Collected data entries -
>>
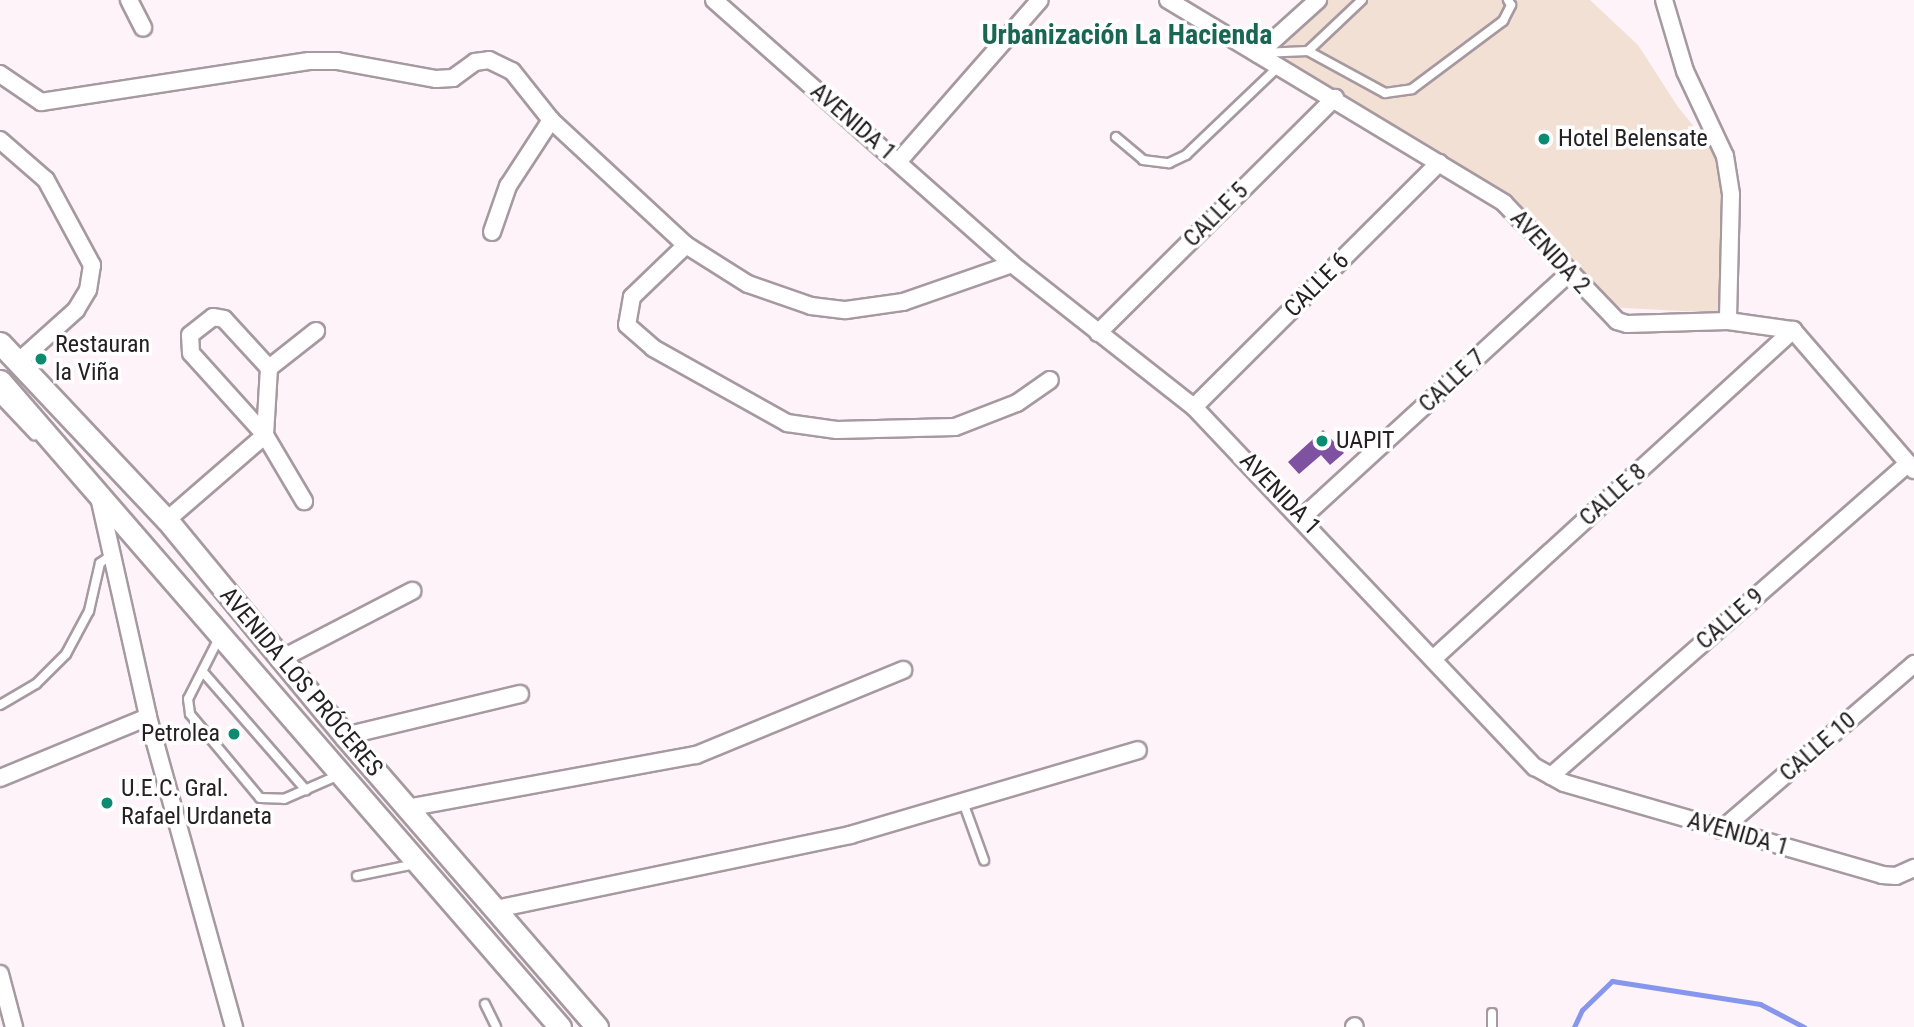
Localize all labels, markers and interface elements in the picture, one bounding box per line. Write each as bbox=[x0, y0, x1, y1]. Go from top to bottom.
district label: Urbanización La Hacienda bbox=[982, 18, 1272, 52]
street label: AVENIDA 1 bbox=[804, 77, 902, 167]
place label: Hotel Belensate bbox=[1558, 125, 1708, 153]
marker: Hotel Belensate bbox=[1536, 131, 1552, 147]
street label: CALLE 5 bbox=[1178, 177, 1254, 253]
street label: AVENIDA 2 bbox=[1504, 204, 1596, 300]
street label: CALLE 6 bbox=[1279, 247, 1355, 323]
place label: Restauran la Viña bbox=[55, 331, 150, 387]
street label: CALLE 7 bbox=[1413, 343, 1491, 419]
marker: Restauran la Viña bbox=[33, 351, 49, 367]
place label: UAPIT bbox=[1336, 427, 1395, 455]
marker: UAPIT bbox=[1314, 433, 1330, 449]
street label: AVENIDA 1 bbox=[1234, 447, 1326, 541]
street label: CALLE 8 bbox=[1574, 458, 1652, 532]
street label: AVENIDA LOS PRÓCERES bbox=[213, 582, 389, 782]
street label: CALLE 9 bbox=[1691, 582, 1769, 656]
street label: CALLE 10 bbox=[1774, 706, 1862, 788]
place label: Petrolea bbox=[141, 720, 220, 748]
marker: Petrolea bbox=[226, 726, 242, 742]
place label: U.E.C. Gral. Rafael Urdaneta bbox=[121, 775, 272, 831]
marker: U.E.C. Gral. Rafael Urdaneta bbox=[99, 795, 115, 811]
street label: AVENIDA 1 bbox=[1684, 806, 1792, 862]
<<
Exercise directions - Write the data out again word for word; leave the pictures behind.

Exercise solution -
Localize all labels, markers and interface elements in the picture, one bounding box per line. Write each as bbox=[x0, y0, x1, y1]. Go from top to bottom.
district label: Urbanización La Hacienda bbox=[982, 18, 1272, 52]
street label: AVENIDA 1 bbox=[804, 77, 902, 167]
place label: Hotel Belensate bbox=[1558, 125, 1708, 153]
marker: Hotel Belensate bbox=[1536, 131, 1552, 147]
street label: CALLE 5 bbox=[1178, 177, 1254, 253]
street label: AVENIDA 2 bbox=[1504, 204, 1596, 300]
street label: CALLE 6 bbox=[1279, 247, 1355, 323]
place label: Restauran la Viña bbox=[55, 331, 150, 387]
street label: CALLE 7 bbox=[1413, 343, 1491, 419]
marker: Restauran la Viña bbox=[33, 351, 49, 367]
place label: UAPIT bbox=[1336, 427, 1395, 455]
marker: UAPIT bbox=[1314, 433, 1330, 449]
street label: AVENIDA 1 bbox=[1234, 447, 1326, 541]
street label: CALLE 8 bbox=[1574, 458, 1652, 532]
street label: AVENIDA LOS PRÓCERES bbox=[213, 582, 389, 782]
street label: CALLE 9 bbox=[1691, 582, 1769, 656]
street label: CALLE 10 bbox=[1774, 706, 1862, 788]
place label: Petrolea bbox=[141, 720, 220, 748]
marker: Petrolea bbox=[226, 726, 242, 742]
place label: U.E.C. Gral. Rafael Urdaneta bbox=[121, 775, 272, 831]
marker: U.E.C. Gral. Rafael Urdaneta bbox=[99, 795, 115, 811]
street label: AVENIDA 1 bbox=[1684, 806, 1792, 862]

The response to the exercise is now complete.